Fugitive Telemetry by Martha Wells
Audiobook [4 hr] read by Kevin R Free
Murderbot describes itself as “a construct made of cloned human tissue, augments, anxiety, depression and unfocused rage.” Book 6, like four of the others in the series, is a novella. In it, Murderbot is enlisted to help solve a murder mystery. The audiobook narration by Kevin R Free perfectly captures the distinctive voice that makes this SF series such a delight. Fun and smart.
I just realized I don‘t like the phrase “as far as I knew,” because it implies how much you actually DON‘T know.

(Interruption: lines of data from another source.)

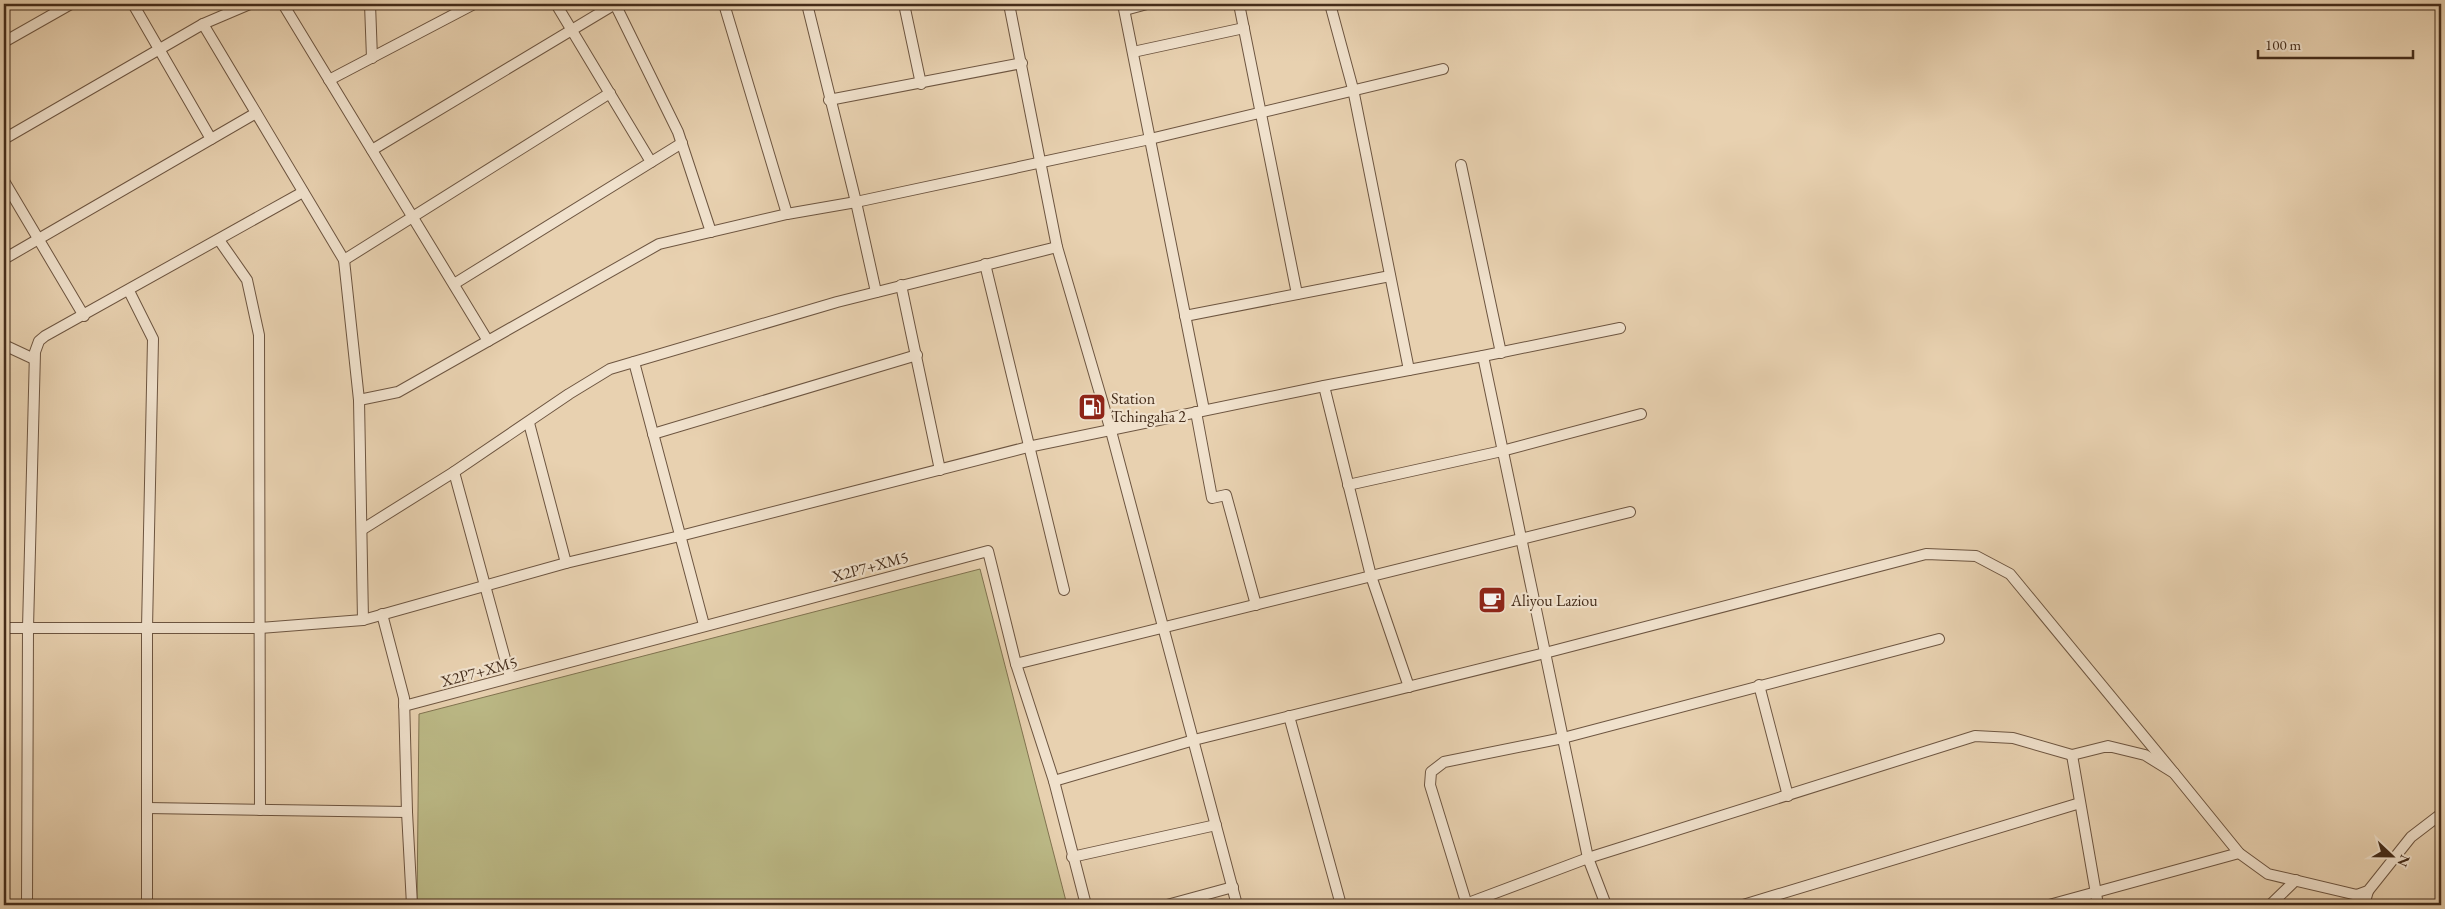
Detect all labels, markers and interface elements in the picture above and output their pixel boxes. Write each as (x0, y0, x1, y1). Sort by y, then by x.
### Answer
scale bar (2258, 28, 2412, 60)
text: 100 m (2265, 35, 2302, 54)
place label: Station Tchingaha 2 (1111, 388, 1186, 427)
fuel station icon: Station Tchingaha 2 (1077, 392, 1107, 422)
street label: X2P7+XM5 (829, 546, 911, 587)
cafe icon: Aliyou Laziou (1477, 585, 1507, 615)
place label: Aliyou Laziou (1510, 590, 1598, 611)
street label: X2P7+XM5 (438, 651, 520, 692)
north arrow (2368, 832, 2418, 882)
text: N (2393, 852, 2415, 870)

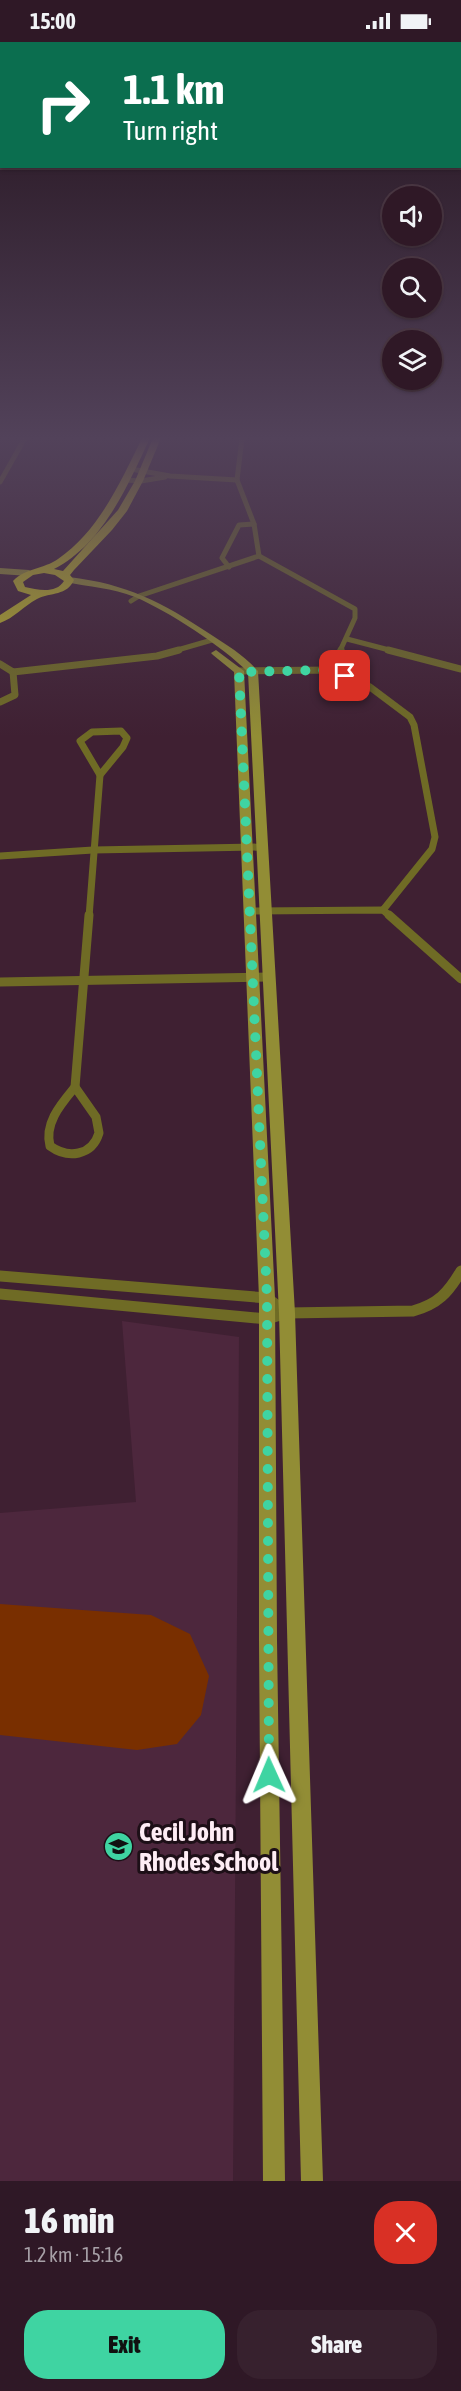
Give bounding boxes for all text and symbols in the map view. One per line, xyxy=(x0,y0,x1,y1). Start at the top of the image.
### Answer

I‘m not going to stop using it, but I don‘t like it as much anymore.
Nine Nasty Words: English in the Gutter: Then, Now and Forever
by John McWhorter
Audiobook [7 hr] read by the author
“Slurs are today‘s true obscenity.” In addition to being a linguistics professor, John McWhorter is African American, giving his viewpoint on the “N-word” — one of the nine nasty words of the title — even greater weight. He narrates his own audiobook with humour and obvious passion for his subject and makes learning about the etymology, history and culture of curse words an absolute delight.
“I‘m going to fire your ass.” […] ‘your ass‘ means ‘you,‘ and thus ‘your ass‘ is a pronoun.
‘Bitch‘ joined the legions of words in English referring to women that have drifted into contempt. Not all of them became profane. The tendency is even broader. Housewife […] became hussy. A mistress was once what it looks like: a female master. Now it‘s something else and ickier. A tart started as a jam tart, meaning ‘good looking woman‘ but after a while it got shorter and nastier and wound up out on the pavement.
Despite our fear that upon exposure to such words our children will shout them around, unaware of their taboo status, the truth is that kids easily sense that some words are hard liquor.
"He turned out to have this big-ass house" means that he turned out to have, against expectation, a big house. Maybe you'd have expected him to live in a bungalow or an apartment. This adjectival usage of ass conveys an attitude. It's these kinds of usages that challenge our ability to say quite what a word means.
Making a Life: Working by Hand and Discovering the Life You Are Meant to Live by Melanie Falick
“Why do we make things by hand? And why do we make them beautiful?” Melanie Falick‘s interviews with more than 30 makers in North America and Europe hold the answer to this question. My initial doubts had to do with the woo-woo subtitle—Discovering the Life You Were Meant to Live—but there‘s no mysticism in the contents. The photos are gorgeous and the whole book is an inspiration.
I believe that using my hands to make things and generally being competent with my hands are essential to my happiness. I would even say essential to my emotional wellness.
Humans have probably been spinning for over 20,000 years, and weaving for nearly as long. Threads have been made by machine only since the late 1700s.
When we are following someone else‘s pattern, we are mostly stuck in our heads: thinking, counting, reading. When we are figuring out a design for ourselves, we are feeling, asking questions, observing, and making decisions, connecting to the process and the metamorphosis of the work at a deeper level.
Each person has to find their own way of satisfying the basic emotional needs that were laid down in the way of life of our hunter-gatherer ancestors. I think a lot of modern people‘s ennui, or feelings of depression or meaninglessness, comes from the fact that although our physical and material needs are met, we are not satisfying these psychological or emotional needs of our hunter-gatherer nature.
Part of human happiness is being able to make and provide for ourselves. Cooking, repairing a car, or building a house—these are all skills we need for life. When we get to the point where we aren‘t able to make things with our hands and feel no mastery, we feel lost.